[Data entries]
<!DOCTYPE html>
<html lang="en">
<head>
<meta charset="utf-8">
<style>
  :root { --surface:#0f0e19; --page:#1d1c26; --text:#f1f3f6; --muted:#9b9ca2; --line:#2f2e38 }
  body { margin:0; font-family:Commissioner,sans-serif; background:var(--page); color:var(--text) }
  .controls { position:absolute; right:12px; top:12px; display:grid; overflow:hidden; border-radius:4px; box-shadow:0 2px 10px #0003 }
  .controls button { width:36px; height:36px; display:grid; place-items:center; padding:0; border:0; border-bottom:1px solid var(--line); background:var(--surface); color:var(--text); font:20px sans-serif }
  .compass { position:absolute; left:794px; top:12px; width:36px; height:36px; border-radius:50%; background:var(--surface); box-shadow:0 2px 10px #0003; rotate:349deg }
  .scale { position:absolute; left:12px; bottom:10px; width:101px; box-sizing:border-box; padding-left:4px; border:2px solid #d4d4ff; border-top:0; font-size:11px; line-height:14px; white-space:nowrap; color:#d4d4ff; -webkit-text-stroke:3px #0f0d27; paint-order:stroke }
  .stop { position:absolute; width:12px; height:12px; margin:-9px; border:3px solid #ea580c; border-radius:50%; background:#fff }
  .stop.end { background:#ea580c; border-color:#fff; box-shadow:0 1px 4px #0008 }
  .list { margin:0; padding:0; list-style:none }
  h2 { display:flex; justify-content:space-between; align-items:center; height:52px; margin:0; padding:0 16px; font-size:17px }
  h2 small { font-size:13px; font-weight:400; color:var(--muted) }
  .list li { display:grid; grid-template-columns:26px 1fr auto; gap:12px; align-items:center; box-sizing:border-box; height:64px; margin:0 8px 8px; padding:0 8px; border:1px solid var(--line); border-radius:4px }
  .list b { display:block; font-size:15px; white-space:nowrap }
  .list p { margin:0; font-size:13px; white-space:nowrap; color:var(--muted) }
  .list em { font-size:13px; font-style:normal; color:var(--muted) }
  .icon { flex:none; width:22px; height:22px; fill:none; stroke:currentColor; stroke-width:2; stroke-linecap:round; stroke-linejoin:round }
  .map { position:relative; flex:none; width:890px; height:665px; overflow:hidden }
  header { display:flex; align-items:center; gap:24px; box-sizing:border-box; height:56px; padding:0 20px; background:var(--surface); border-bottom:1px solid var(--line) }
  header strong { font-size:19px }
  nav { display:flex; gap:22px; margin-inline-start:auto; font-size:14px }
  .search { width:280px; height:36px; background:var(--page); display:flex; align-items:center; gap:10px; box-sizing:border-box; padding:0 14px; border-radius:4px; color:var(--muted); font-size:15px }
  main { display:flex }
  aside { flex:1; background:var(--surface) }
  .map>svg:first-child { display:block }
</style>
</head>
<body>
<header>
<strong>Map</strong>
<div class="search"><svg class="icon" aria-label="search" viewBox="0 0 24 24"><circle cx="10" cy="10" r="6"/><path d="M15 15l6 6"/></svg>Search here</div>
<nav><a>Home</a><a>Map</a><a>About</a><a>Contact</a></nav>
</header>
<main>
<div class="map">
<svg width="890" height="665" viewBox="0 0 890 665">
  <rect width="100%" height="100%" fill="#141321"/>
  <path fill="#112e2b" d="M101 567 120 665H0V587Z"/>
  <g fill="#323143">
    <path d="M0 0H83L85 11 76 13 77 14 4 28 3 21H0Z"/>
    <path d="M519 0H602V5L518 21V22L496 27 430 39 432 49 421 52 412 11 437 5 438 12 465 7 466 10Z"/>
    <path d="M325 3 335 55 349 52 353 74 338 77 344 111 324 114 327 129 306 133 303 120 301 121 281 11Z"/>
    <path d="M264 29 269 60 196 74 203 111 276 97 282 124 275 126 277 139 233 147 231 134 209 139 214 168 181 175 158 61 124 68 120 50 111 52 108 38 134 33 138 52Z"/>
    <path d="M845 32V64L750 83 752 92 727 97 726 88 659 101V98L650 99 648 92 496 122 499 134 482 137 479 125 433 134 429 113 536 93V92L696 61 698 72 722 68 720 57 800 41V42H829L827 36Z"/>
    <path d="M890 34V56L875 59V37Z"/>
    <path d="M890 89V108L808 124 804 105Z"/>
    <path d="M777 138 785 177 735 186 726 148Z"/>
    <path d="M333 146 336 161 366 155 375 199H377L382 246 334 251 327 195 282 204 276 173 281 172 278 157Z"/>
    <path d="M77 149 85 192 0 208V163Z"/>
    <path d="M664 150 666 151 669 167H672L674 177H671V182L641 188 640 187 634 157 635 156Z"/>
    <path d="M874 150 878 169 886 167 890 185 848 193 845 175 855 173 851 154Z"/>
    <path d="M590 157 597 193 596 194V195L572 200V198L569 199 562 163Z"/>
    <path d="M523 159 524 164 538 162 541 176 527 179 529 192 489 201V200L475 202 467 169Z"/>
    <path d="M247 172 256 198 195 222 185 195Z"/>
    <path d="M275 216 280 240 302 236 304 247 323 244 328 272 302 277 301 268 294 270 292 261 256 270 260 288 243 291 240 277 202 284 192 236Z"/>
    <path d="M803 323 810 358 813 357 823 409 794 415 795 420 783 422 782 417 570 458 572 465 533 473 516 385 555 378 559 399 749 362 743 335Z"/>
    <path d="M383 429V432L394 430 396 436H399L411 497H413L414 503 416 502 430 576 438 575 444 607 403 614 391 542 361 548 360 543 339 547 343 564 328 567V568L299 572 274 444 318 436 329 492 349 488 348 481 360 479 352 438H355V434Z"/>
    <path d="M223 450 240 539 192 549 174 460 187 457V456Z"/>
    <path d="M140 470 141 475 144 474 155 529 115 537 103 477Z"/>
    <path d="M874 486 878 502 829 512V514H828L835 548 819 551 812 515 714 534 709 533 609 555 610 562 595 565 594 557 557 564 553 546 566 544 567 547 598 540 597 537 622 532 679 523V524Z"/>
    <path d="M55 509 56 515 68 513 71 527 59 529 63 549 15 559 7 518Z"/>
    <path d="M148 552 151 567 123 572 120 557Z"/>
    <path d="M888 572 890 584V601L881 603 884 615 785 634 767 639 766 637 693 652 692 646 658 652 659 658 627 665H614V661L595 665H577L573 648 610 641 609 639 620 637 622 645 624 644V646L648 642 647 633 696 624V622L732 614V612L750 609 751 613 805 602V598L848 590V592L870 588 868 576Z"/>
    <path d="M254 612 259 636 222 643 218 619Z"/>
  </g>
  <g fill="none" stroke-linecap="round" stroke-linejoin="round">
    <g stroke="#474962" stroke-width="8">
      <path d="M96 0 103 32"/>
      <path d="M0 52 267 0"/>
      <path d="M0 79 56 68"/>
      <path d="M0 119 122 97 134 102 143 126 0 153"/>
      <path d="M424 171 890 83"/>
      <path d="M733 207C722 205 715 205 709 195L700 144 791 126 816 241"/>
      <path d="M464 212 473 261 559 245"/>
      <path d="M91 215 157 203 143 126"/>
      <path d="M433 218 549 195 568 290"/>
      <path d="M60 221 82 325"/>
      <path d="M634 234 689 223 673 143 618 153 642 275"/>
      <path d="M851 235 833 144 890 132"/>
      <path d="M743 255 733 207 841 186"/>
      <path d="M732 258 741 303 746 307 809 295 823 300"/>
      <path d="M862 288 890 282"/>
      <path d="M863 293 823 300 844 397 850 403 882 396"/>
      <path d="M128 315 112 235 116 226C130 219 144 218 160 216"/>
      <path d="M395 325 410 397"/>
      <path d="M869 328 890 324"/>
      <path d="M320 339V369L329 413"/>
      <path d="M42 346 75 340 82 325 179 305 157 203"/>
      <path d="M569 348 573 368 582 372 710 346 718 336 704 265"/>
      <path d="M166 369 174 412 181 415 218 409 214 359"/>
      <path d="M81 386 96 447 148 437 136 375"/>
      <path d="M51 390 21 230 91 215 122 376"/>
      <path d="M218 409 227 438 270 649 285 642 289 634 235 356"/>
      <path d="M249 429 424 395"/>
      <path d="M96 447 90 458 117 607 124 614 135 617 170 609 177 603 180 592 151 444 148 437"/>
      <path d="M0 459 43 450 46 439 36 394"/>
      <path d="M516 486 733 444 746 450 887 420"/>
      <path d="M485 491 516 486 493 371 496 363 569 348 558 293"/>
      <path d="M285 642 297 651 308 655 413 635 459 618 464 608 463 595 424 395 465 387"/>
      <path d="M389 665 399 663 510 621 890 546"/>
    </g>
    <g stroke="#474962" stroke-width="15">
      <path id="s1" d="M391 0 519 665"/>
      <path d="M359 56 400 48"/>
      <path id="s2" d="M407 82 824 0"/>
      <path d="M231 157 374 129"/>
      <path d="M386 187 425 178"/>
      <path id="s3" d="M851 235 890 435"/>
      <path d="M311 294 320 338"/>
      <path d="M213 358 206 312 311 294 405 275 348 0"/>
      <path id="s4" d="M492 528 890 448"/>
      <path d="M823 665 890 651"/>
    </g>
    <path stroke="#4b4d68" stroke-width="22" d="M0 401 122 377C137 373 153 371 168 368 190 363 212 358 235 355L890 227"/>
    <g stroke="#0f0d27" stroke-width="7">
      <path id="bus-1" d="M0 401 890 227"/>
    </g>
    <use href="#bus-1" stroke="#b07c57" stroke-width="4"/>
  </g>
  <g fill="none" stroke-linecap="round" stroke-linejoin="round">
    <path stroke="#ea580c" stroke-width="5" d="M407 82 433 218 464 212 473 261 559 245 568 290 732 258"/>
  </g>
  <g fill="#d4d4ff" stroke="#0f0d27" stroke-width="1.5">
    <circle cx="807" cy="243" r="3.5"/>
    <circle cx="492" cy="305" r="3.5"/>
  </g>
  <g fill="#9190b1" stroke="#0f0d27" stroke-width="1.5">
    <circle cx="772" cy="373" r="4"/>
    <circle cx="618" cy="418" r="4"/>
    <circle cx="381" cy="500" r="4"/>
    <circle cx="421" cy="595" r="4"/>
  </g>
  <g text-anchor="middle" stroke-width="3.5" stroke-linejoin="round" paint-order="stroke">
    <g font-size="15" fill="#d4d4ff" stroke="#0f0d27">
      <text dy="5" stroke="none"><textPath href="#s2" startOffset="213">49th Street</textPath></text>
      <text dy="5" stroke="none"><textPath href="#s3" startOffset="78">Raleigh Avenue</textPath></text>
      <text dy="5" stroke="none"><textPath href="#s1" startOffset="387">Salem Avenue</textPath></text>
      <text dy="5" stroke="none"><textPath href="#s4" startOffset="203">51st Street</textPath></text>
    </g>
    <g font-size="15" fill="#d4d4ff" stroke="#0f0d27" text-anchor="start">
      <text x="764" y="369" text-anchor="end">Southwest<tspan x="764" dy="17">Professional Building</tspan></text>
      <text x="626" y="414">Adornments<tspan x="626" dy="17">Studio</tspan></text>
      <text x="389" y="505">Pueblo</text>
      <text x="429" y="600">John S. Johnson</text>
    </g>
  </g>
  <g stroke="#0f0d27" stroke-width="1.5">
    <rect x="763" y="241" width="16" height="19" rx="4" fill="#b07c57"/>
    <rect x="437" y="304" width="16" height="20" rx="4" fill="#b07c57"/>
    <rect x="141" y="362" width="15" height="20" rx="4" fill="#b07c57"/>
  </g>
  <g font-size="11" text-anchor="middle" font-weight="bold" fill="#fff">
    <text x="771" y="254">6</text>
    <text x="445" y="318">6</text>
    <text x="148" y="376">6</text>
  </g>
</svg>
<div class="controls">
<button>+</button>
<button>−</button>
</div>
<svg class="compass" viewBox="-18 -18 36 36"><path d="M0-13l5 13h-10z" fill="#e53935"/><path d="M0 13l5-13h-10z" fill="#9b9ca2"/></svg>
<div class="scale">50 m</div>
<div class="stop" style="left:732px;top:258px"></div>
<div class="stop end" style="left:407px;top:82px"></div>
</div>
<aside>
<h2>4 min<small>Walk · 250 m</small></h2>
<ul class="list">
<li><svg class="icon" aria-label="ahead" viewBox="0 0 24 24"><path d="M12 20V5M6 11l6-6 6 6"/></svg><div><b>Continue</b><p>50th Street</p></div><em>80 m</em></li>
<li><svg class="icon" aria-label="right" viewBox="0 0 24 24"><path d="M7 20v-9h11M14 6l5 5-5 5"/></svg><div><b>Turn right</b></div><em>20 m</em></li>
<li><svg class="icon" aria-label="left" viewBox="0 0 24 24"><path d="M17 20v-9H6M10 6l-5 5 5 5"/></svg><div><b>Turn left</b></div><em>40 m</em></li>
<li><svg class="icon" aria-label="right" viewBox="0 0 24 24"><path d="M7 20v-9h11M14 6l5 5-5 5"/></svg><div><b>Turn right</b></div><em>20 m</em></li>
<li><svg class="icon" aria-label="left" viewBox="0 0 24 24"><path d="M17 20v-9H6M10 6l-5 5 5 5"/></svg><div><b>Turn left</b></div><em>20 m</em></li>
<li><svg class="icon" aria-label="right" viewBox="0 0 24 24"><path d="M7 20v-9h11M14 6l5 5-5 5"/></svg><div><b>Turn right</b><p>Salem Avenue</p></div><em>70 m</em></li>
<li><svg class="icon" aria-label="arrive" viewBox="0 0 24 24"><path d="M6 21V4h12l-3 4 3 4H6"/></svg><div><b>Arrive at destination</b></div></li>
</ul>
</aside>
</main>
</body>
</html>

### Task instructions
Quote exactly the stretch of lines above that starts at the first one and ends at the line with "width:36px; height:36px; display:grid;", and nothing beyond it.

### Solution below
<!DOCTYPE html>
<html lang="en">
<head>
<meta charset="utf-8">
<style>
  :root { --surface:#0f0e19; --page:#1d1c26; --text:#f1f3f6; --muted:#9b9ca2; --line:#2f2e38 }
  body { margin:0; font-family:Commissioner,sans-serif; background:var(--page); color:var(--text) }
  .controls { position:absolute; right:12px; top:12px; display:grid; overflow:hidden; border-radius:4px; box-shadow:0 2px 10px #0003 }
  .controls button { width:36px; height:36px; display:grid; place-items:center; padding:0; border:0; border-bottom:1px solid var(--line); background:var(--surface); color:var(--text); font:20px sans-serif }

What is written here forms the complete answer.